=== RECORDS PROVIDED ===
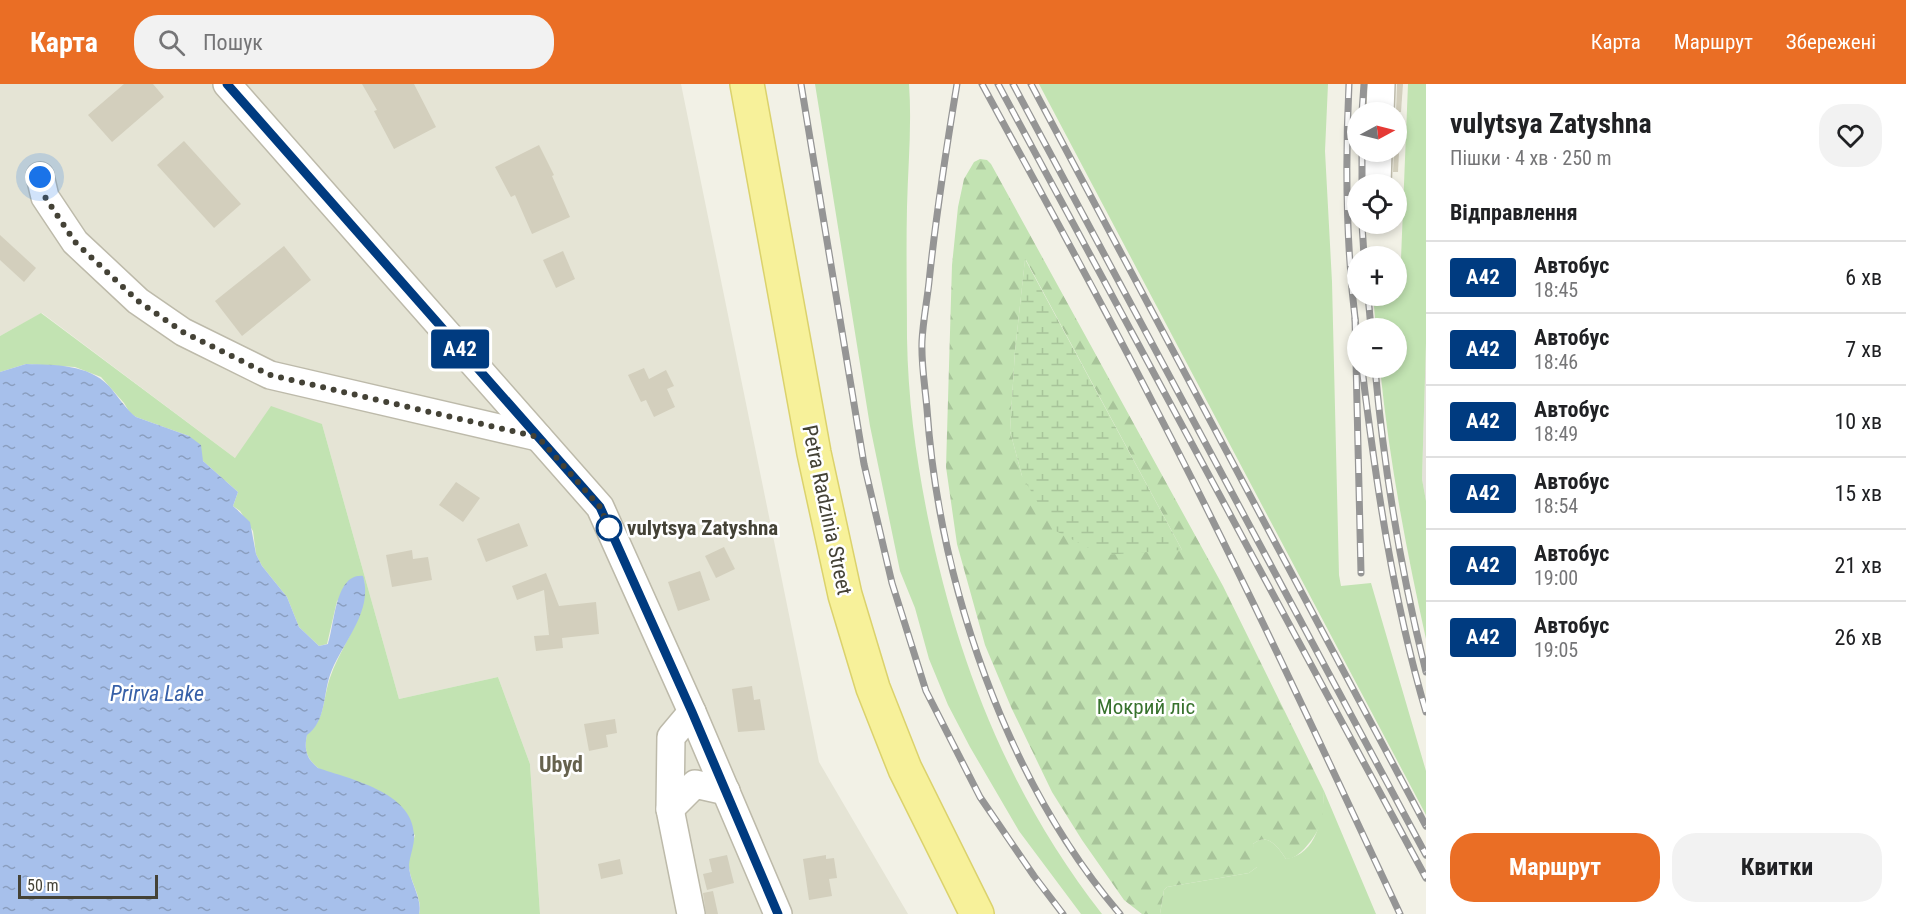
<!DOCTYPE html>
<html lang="uk">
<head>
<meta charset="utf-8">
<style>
	:root { --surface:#fff; --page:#f2f2f2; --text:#202124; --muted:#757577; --line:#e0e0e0; --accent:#ea6e25 }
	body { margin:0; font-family:"Roboto Condensed",sans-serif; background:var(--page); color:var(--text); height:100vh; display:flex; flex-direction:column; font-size:22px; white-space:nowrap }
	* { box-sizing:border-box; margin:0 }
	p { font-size:20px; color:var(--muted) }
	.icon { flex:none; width:33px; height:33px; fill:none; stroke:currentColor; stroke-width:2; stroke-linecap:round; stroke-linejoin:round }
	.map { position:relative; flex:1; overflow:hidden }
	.panel { display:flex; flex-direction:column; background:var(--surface); width:480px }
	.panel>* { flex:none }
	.badge { padding:0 12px; border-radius:4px; font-size:21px; line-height:39px }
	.needle { width:39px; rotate:83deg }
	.tools { position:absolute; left:1347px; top:18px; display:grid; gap:12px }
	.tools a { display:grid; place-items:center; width:60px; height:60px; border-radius:50%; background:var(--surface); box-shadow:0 3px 9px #0003; font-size:30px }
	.scale { position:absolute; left:18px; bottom:15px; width:140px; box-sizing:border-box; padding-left:6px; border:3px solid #444236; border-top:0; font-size:16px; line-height:21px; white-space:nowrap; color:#444236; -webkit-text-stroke:4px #fff; paint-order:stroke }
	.you { position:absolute; width:30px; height:30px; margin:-15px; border:4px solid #fff; border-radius:50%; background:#1a73e8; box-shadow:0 0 0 9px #1a73e833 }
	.map>.badge { position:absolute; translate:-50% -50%; box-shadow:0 0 0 3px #fff }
	h2 { padding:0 24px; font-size:22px; line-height:54px }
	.round { display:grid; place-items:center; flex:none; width:63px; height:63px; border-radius:24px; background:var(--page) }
	.headline { display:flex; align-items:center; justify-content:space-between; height:102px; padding:0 24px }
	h1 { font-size:28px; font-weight:700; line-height:45px }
	.cta { display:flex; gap:12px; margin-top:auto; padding:12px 24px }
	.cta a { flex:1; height:69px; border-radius:24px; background:var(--accent); color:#fff; font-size:24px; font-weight:700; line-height:69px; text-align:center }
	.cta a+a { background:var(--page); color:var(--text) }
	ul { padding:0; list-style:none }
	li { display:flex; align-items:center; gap:18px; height:72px; padding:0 24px; border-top:2px solid var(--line) }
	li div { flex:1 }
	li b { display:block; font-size:22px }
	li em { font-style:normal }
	li .badge { min-width:66px; font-weight:700; text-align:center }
	header { display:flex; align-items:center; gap:36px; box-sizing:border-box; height:84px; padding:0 30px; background:var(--accent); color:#fff }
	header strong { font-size:28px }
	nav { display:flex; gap:33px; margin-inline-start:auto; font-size:21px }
	.search { width:420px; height:54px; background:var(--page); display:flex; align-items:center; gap:15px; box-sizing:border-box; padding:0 21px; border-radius:24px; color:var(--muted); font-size:22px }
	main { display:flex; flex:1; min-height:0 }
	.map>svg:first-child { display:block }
</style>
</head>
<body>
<header>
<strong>Карта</strong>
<div class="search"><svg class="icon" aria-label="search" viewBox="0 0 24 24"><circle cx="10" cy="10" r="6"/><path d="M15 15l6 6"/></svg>Пошук</div>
<nav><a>Карта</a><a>Маршрут</a><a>Збережені</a></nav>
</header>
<main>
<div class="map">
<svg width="1426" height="830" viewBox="0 0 1426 830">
	<defs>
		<pattern id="forest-firs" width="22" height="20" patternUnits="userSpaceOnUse" patternTransform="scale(1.5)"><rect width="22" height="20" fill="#c2e3b2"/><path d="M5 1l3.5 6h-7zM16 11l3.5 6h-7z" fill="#a8c49a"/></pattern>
		<pattern id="wetland-marsh" width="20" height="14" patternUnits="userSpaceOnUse" patternTransform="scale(1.5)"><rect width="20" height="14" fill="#c2e3b2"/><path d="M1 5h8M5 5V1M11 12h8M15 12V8" fill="none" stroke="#a8c49a"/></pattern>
		<pattern id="water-ripples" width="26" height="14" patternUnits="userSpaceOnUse" patternTransform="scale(1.5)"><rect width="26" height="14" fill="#a7c0eb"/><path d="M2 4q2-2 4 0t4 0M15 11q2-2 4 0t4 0" fill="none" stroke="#8a9ebf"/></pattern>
	</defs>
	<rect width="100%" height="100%" fill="#f2f1e6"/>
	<!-- residential -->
	<path fill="#e5e4d5" d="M0 0H681L819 678 908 830H540L530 680 498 593 399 615 322 340 235 374 42 229 0 252Z"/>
	<!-- industrial -->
	<path fill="#e4e2db" d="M1426 259V417L1422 395Z"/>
	<!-- green -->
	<g fill="#c2e3b2">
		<path d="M815 0H909C912 41 908 82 907 123 906 166 907 211 907 254 908 316 916 374 928 434 958 581 1010 712 1102 830H1081L1019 747 970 663 948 621 929 575 915 524 900 487 870 342Z"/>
		<path d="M1039 0H1328L1325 67 1332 198 1339 491 1341 502 1371 499 1426 687V731Z"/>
		<path d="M1408 0H1426V259L1422 395 1426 417V555C1406 465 1389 375 1380 284H1396V244H1376L1373 212H1396L1397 200H1400Z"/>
		<path d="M41 229 235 374 271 322 322 340 399 615 498 593 530 680 540 830H419C423 815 411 800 409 784 408 774 412 761 415 751L318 684C306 674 304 665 307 650 326 637 323 610 331 591 343 558 367 533 364 495L337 517 327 560 319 562 299 543 287 513 262 482 256 470 253 447 240 427 233 422 238 408 203 377 189 352 136 333 130 329 124 319 101 293 75 283 26 280 0 288V252Z"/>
		<path d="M1324 707 1376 830H1160L1164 806 1167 803 1249 789 1257 783C1257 775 1253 768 1253 760 1268 748 1278 763 1286 775 1317 770 1323 734 1324 707Z"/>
	</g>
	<!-- forest -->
	<path fill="url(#forest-firs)" fill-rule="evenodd" d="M980 75 987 76 991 80 1223 502 1324 707C1323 733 1323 744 1305 764 1299 770 1294 775 1286 775 1278 763 1268 748 1253 760L1257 775V783L1249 789 1167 803 1164 806 1160 830H1142L1124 816 1082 756 1052 708 1011 623 985 561 957 460 946 383 952 181 958 123 964 95 974 78ZM1025 176H1026L1182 466 1022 392 1010 347 1015 267Z"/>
	<!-- wetland -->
	<path fill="url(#wetland-marsh)" d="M1025 175 1182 466 1102 471 1054 446 1022 392 1010 347 1015 267Z"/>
	<!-- water -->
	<path fill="url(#water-ripples)" d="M26 280C55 281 88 280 109 302 117 311 128 328 136 333L189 352 201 361 203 377 238 408 233 422 250 438 256 470 262 482 287 513 299 543 319 562 328 560C335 540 335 489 363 492 374 528 341 560 330 591 323 611 326 637 307 651 304 665 306 674 318 684 350 695 412 708 414 750 415 760 410 771 409 781 409 798 423 814 419 830H0V288Z"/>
	<!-- building -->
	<g fill="#d3cfbd">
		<path d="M124 0H153L164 13 112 58 88 31Z"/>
		<path d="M362 0H414L436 43 394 65 374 27 377 26Z"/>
		<path d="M1397 0H1403L1401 28H1396Z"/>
		<path d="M184 57 241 120 214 144 157 81Z"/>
		<path d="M539 61 554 91 552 92 570 133 532 150 515 111 511 113 495 83Z"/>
		<path d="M1394 68H1399L1398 88H1393Z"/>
		<path d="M0 151 36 184 24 198 0 176Z"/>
		<path d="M284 162 311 196 242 252 215 217Z"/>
		<path d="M563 167 575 195 556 204 543 176Z"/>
		<path d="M644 284 649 295 666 286 674 302 667 305 675 323 654 333 646 316 641 318 628 291Z"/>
		<path d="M456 398 480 414 463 438 439 421Z"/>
		<path d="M519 439 528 462 486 478 477 455Z"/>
		<path d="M724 463 735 485 716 494 705 472Z"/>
		<path d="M412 466 413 475 428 473 432 496 392 503 386 471Z"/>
		<path d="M700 487 710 516 678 527 668 498Z"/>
		<path d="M546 489 559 522 596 518 599 550 562 554 563 564 536 567 534 552 549 551 544 506 517 516 512 502Z"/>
		<path d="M752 602 754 616 760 615 765 646 738 648 732 605Z"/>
		<path d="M615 635 617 649 606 651 608 663 589 667 584 640Z"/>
		<path d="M727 771 734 799 707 806 703 790 712 788 709 775Z"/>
		<path d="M826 771V775L834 774 837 794 829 795 832 812 809 816 803 775Z"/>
		<path d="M620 775 623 790 601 795 598 780Z"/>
		<path d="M713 807 718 830H706L703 809Z"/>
	</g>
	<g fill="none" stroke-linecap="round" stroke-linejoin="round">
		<defs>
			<g id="minor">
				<path d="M227 0 600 423 692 628 778 830"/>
				<path d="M1380 28 1381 0"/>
				<path d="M40 92 45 113 75 158 138 217 183 248 270 291 538 353"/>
				<path d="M1377 100 1378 68"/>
				<path d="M670 725 695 700 726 707"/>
				<path d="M691 830 670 725 671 653 692 628"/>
			</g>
			<path id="major" d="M747 0 814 369 845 511 873 604 905 685 977 830"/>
		</defs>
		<!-- minor casing -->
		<use href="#minor" stroke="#bdbaaa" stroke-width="30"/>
		<!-- major casing -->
		<use href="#major" stroke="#dbd26c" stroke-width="36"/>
		<!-- minor -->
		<use href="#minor" stroke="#fff" stroke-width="27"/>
		<!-- major -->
		<use href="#major" stroke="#f7f19a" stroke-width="33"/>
		<defs>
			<g id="rail">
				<path d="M801 0 864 380 892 499 926 607 980 713 1034 792 1063 830"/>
				<path d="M957 0C946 66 936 131 929 198 927 217 923 237 922 257 921 279 925 302 927 325 939 498 1006 697 1120 830"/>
				<path d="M982 0C1040 107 1099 213 1154 321 1241 488 1320 659 1400 830"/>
				<path d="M998 0 1426 794"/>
				<path d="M1013 0 1426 771"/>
				<path d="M1031 0 1426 742"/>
				<path d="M1349 0C1345 81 1346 162 1356 243"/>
				<path d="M1362 28 1364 0"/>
				<path d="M1362 68V100"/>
				<path d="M1362 140 1364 172"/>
				<path d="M1368 212 1371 244"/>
				<path d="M1355 235 1361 489"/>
				<path d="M1362 284C1376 399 1393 516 1426 628"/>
				<path d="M1375 284C1384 385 1401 488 1426 588"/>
			</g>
		</defs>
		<!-- rail casing -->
		<use href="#rail" stroke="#959595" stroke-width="7"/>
		<!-- rail -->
		<use href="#rail" stroke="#fff" stroke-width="4.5" stroke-dasharray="14" stroke-linecap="butt"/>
	</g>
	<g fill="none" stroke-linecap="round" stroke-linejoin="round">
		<defs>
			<path id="line" d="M227 0 600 423 692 628 778 830"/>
		</defs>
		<!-- line casing -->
		<use href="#line" stroke="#fff" stroke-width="14"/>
		<!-- line -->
		<use href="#line" stroke="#003b80" stroke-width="9"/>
		<!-- walk -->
		<path stroke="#444236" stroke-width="6" stroke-dasharray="0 10.8" d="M40 93 45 113 75 158 138 217 183 248 270 291 538 353 600 423 609 444"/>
	</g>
	<!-- markers -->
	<circle fill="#fff" stroke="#003b80" stroke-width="3" cx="609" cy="444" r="12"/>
	<g text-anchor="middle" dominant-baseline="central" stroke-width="5" stroke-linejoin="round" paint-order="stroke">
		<!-- street labels -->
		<g font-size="21" fill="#444236" stroke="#fff">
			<text transform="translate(827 426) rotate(78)">Petra Radzinia Street</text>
		</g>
		<!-- stop labels -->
		<g font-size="21" font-weight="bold" fill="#444236" stroke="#fff" text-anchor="start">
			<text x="627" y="444">vulytsya Zatyshna</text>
		</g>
		<!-- park labels -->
		<g font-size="21" fill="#38722e" stroke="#fff">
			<text x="1146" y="623">Мокрий ліс</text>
		</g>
		<!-- water labels -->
		<g font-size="22" font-style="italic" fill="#3760a8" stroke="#fff">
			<text x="157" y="609">Prirva Lake</text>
		</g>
		<!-- neighbourhood labels -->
		<g font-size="22" font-weight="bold" fill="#66624e" stroke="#fff">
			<text x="561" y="680">Ubyd</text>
		</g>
	</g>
</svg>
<div class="tools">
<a><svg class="needle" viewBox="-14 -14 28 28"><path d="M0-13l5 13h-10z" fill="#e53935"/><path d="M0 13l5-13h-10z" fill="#757577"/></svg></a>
<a><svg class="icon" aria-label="locate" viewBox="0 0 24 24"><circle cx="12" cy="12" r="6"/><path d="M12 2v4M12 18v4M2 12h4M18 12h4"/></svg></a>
<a>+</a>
<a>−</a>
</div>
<div class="scale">50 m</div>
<div class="you" style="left:40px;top:93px"></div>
<b class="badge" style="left:460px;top:265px;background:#003b80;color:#fff">А42</b>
</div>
<section class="panel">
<div class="headline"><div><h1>vulytsya Zatyshna</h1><p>Пішки · 4 хв · 250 m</p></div><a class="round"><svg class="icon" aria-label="heart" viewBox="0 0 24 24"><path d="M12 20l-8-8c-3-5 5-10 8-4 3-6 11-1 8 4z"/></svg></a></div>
<h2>Відправлення</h2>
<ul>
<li><span class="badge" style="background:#003b80;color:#fff">А42</span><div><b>Автобус</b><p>18:45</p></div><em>6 хв</em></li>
<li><span class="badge" style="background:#003b80;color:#fff">А42</span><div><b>Автобус</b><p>18:46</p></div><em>7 хв</em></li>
<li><span class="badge" style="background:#003b80;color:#fff">А42</span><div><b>Автобус</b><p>18:49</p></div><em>10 хв</em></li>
<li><span class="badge" style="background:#003b80;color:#fff">А42</span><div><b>Автобус</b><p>18:54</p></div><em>15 хв</em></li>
<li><span class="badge" style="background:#003b80;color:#fff">А42</span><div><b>Автобус</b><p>19:00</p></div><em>21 хв</em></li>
<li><span class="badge" style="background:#003b80;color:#fff">А42</span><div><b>Автобус</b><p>19:05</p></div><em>26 хв</em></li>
</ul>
<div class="cta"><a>Маршрут</a><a>Квитки</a></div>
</section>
</main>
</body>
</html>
===
▶ [WHAT THIS TASK INVOLVES]: Which lines of the records above contain the word "body"? Report each one.

▶ [YOUR SOLUTION]:
	body { margin:0; font-family:"Roboto Condensed",sans-serif; background:var(--page); color:var(--text); height:100vh; display:flex; flex-direction:column; font-size:22px; white-space:nowrap }
<body>
</body>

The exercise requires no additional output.